The proof of the triangle inequality of this norm Let $V$ be a normed vector space and $W$ a closed subspace of $V$. It is possible to define a norm on $V/W$ (the quotient space) by defining $\|v + W \|_{V/W} = \inf_{w \in W} \|v + w\|$. As an exercise I tried to prove the triangle inequality:
$$ \|v + v' + W\|_{V/W} \le \|v + W \|_{V/W} + \|v' + W \|_{V/W}$$
for all $v,v' \in V$.
Would anyone please check my proof?
Proof: 
Observe that $2 \cdot W = W$ and that for all $v,v' \in V$ and all $w \in W$ the following inequality holds:
$$ \|v + v' + 2w\| \le \|v+w\| + \|v' + w\|$$
Then in particular for all $v,v' \in V$ and all $w \in W$:
$$ \inf_{w \in W} \|v + v' + 2w\| = \inf_{w \in 2W} \|v + v' + w\| = \|v + W \|_{V/W} \le \|v+w\| + \|v' + w\|$$
Because this inequality holds for all $v,v' \in V$ and all $w \in W$ it follows that
$$ \|v + W \|_{V/W} \le \|v+w\| + \inf_{w \in W}  \|v' + w\| $$
for all $v \in V$ and all $w \in W$ and because the inequality holds for all $v \in V$ and all $w \in W$ it follows that
$$ \|v + W \|_{V/W} \le \inf_{w \in W} \|v+w\| + \inf_{w \in W}  \|v' + w\| = \|v + W \|_{V/W} + \|v' + W \|_{V/W}$$
where the last step is really two steps at once. 

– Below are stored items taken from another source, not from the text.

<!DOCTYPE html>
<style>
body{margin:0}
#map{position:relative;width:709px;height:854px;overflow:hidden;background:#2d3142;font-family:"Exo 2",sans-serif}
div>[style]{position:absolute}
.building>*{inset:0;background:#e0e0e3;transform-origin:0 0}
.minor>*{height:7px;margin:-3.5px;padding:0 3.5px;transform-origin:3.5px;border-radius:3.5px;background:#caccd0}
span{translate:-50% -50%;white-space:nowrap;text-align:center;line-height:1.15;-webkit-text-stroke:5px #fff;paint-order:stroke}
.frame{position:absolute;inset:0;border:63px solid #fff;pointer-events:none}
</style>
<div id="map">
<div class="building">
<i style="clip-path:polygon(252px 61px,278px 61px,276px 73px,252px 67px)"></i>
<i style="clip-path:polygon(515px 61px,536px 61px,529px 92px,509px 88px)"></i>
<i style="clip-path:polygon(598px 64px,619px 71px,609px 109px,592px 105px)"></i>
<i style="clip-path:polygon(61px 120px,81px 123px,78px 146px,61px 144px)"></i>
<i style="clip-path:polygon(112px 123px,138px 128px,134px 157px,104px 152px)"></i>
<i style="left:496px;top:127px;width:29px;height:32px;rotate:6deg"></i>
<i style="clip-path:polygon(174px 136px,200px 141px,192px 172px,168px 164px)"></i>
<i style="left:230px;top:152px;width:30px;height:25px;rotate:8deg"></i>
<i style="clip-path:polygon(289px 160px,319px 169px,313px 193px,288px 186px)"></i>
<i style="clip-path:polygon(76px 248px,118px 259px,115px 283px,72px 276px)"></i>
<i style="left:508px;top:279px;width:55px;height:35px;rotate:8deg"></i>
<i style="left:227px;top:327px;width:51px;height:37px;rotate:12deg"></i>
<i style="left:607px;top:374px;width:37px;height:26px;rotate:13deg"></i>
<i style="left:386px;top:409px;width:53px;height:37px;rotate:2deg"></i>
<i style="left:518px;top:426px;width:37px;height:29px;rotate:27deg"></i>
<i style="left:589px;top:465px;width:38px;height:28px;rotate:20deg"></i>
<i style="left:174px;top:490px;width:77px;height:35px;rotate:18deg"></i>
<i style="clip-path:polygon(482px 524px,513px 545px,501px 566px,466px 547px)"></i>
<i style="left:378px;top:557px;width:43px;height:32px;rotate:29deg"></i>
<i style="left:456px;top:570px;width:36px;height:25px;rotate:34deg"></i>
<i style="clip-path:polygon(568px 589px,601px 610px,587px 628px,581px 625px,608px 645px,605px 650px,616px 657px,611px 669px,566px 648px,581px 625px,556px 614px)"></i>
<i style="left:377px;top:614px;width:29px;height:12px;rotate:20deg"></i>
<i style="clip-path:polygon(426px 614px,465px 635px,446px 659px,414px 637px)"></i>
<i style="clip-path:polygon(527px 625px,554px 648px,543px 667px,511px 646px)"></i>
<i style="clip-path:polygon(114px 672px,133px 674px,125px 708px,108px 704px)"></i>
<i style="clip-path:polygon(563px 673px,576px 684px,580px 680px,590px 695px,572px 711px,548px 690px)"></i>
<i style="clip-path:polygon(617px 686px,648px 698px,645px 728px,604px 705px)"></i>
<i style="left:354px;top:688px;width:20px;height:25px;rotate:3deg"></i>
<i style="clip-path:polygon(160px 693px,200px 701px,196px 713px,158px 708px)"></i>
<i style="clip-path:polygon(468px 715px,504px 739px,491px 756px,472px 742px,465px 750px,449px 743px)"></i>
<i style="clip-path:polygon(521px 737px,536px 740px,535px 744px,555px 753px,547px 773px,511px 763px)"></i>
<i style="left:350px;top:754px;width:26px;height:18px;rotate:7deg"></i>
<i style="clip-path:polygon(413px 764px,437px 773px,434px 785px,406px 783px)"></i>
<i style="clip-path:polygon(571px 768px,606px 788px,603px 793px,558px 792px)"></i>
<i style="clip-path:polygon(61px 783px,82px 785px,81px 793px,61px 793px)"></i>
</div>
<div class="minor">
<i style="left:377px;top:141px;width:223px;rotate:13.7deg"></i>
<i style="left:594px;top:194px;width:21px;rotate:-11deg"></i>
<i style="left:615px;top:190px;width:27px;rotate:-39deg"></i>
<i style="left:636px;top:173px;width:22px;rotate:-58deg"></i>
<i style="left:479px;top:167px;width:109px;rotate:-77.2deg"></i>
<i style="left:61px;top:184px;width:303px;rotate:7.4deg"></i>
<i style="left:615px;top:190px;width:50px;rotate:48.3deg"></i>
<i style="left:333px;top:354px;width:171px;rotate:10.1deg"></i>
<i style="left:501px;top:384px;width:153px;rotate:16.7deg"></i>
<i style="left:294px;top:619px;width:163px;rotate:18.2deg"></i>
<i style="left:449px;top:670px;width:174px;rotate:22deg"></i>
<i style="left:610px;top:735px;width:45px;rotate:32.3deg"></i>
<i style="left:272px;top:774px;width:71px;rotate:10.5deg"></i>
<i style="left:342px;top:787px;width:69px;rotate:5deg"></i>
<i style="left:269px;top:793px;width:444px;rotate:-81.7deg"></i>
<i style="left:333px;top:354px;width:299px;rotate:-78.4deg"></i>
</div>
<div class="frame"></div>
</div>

 A: Unfortunately, not totally correct. You can not take infimum of two terms depending on the same variable and replace it with the sum of the infima:
$$
\inf_{a\in A} \big(f(a)+g(a)\big) \ge \inf_{a\in A} f(a)+ \inf_{a\in A} g(a),
$$
whereas
$$
\inf_{a\in A} f(a)+ \inf_{a\in A} g(a)=\inf_{a,a'\in A} \big(f(a)+g(a')\big).
$$
I would fix it as follows:
Proof. For all $v,v' \in V$ and all $w_1,w_2 \in W$ the following inequality holds:
$$ \|v + v' + w_1+w_2\| \le \|v+w_1\| + \|v' + w_2\|$$
Then in particular for all $v,v' \in V$ and all $w_1,w_2 \in W$:
$$ \inf_{w_1,w_2 \in W} \|v + v' + w_1+w_2\| = \inf_{w \in W} \|v + v' + w\| = \|v +v'+ W \|_{V/W} \le \|v+w_1\| + \|v' + w_2\|.$$
Thus, for every $w_1,w_2$ the quantity $\|v+w_1\| + \|v' + w_2\|$ is greater or equal with $\|v + W \|_{V/W}$, and so is the infimum this quantity over all $w_2\in W$, i.e.,
$$
\|v + W \|_{V/W} \le \|v+w_1\| +\inf_{w_2\in W}\|v'+w_2\|=\|v+w_1\| +\|v' + W \|_{V/W}.
$$
Using the same argument,  $\|v+w_1\| +\|v' + W \|_{V/W}$ is greater or equal to $\|v + W \|_{V/W}$, for all $w_1\in W$, and so is the infimum this quantity over all $w_1\in W$, i.e.,
$$
\|v + W \|_{V/W} \le \inf_{w_1\in W}\|v+w_1\| +\|v' + W \|_{V/W}=\|v + W \|_{V/W}+\|v' + W \|_{V/W}
$$
QED.